DATA LISTING.
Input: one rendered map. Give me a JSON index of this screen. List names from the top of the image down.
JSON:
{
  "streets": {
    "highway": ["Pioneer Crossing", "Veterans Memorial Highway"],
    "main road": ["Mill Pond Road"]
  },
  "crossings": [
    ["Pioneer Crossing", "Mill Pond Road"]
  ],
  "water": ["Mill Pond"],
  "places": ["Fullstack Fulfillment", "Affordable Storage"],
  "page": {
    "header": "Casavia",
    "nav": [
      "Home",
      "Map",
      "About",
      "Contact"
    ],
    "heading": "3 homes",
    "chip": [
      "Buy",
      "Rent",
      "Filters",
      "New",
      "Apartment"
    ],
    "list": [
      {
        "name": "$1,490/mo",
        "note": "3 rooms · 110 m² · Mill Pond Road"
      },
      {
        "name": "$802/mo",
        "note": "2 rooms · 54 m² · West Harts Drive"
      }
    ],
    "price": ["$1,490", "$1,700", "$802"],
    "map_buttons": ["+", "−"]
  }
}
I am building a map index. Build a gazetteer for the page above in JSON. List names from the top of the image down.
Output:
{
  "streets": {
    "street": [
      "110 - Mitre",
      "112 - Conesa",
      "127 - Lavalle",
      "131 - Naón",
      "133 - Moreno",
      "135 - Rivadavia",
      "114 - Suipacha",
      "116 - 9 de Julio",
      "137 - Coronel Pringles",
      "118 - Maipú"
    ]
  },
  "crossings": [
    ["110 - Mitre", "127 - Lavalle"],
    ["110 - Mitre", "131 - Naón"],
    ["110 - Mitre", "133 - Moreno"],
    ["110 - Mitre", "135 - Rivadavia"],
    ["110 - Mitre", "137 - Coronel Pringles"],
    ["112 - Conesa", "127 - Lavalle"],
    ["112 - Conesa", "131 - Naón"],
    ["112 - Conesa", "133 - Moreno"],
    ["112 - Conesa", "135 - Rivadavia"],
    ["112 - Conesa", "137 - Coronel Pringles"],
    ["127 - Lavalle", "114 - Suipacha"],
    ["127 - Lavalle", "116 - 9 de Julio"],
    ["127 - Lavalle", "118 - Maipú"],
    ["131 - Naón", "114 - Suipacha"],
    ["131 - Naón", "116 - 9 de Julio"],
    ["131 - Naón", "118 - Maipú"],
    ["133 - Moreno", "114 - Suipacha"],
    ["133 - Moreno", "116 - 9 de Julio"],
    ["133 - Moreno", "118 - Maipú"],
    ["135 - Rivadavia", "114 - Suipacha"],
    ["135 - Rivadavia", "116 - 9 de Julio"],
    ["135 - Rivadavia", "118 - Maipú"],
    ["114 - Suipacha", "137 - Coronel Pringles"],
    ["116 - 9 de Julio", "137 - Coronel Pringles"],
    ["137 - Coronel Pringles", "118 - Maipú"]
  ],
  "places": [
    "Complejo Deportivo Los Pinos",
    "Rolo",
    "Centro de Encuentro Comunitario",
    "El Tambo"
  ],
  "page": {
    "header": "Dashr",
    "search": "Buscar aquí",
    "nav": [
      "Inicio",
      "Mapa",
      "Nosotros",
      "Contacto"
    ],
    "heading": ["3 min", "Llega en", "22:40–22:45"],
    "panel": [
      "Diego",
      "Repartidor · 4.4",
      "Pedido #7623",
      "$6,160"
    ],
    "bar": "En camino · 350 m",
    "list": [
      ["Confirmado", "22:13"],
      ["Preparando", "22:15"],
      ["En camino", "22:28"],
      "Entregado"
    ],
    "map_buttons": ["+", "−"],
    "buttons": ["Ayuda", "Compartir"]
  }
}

EXERCISE OBJECTIVE. All of the entries must be written out exactly as they stand.

PROBLEM SOLUTION.
Input: one rendered map. Give me a JSON index of this screen. List names from the top of the image down.
JSON:
{
  "streets": {
    "highway": ["Pioneer Crossing", "Veterans Memorial Highway"],
    "main road": ["Mill Pond Road"]
  },
  "crossings": [
    ["Pioneer Crossing", "Mill Pond Road"]
  ],
  "water": ["Mill Pond"],
  "places": ["Fullstack Fulfillment", "Affordable Storage"],
  "page": {
    "header": "Casavia",
    "nav": [
      "Home",
      "Map",
      "About",
      "Contact"
    ],
    "heading": "3 homes",
    "chip": [
      "Buy",
      "Rent",
      "Filters",
      "New",
      "Apartment"
    ],
    "list": [
      {
        "name": "$1,490/mo",
        "note": "3 rooms · 110 m² · Mill Pond Road"
      },
      {
        "name": "$802/mo",
        "note": "2 rooms · 54 m² · West Harts Drive"
      }
    ],
    "price": ["$1,490", "$1,700", "$802"],
    "map_buttons": ["+", "−"]
  }
}
I am building a map index. Build a gazetteer for the page above in JSON. List names from the top of the image down.
Output:
{
  "streets": {
    "street": [
      "110 - Mitre",
      "112 - Conesa",
      "127 - Lavalle",
      "131 - Naón",
      "133 - Moreno",
      "135 - Rivadavia",
      "114 - Suipacha",
      "116 - 9 de Julio",
      "137 - Coronel Pringles",
      "118 - Maipú"
    ]
  },
  "crossings": [
    ["110 - Mitre", "127 - Lavalle"],
    ["110 - Mitre", "131 - Naón"],
    ["110 - Mitre", "133 - Moreno"],
    ["110 - Mitre", "135 - Rivadavia"],
    ["110 - Mitre", "137 - Coronel Pringles"],
    ["112 - Conesa", "127 - Lavalle"],
    ["112 - Conesa", "131 - Naón"],
    ["112 - Conesa", "133 - Moreno"],
    ["112 - Conesa", "135 - Rivadavia"],
    ["112 - Conesa", "137 - Coronel Pringles"],
    ["127 - Lavalle", "114 - Suipacha"],
    ["127 - Lavalle", "116 - 9 de Julio"],
    ["127 - Lavalle", "118 - Maipú"],
    ["131 - Naón", "114 - Suipacha"],
    ["131 - Naón", "116 - 9 de Julio"],
    ["131 - Naón", "118 - Maipú"],
    ["133 - Moreno", "114 - Suipacha"],
    ["133 - Moreno", "116 - 9 de Julio"],
    ["133 - Moreno", "118 - Maipú"],
    ["135 - Rivadavia", "114 - Suipacha"],
    ["135 - Rivadavia", "116 - 9 de Julio"],
    ["135 - Rivadavia", "118 - Maipú"],
    ["114 - Suipacha", "137 - Coronel Pringles"],
    ["116 - 9 de Julio", "137 - Coronel Pringles"],
    ["137 - Coronel Pringles", "118 - Maipú"]
  ],
  "places": [
    "Complejo Deportivo Los Pinos",
    "Rolo",
    "Centro de Encuentro Comunitario",
    "El Tambo"
  ],
  "page": {
    "header": "Dashr",
    "search": "Buscar aquí",
    "nav": [
      "Inicio",
      "Mapa",
      "Nosotros",
      "Contacto"
    ],
    "heading": ["3 min", "Llega en", "22:40–22:45"],
    "panel": [
      "Diego",
      "Repartidor · 4.4",
      "Pedido #7623",
      "$6,160"
    ],
    "bar": "En camino · 350 m",
    "list": [
      ["Confirmado", "22:13"],
      ["Preparando", "22:15"],
      ["En camino", "22:28"],
      "Entregado"
    ],
    "map_buttons": ["+", "−"],
    "buttons": ["Ayuda", "Compartir"]
  }
}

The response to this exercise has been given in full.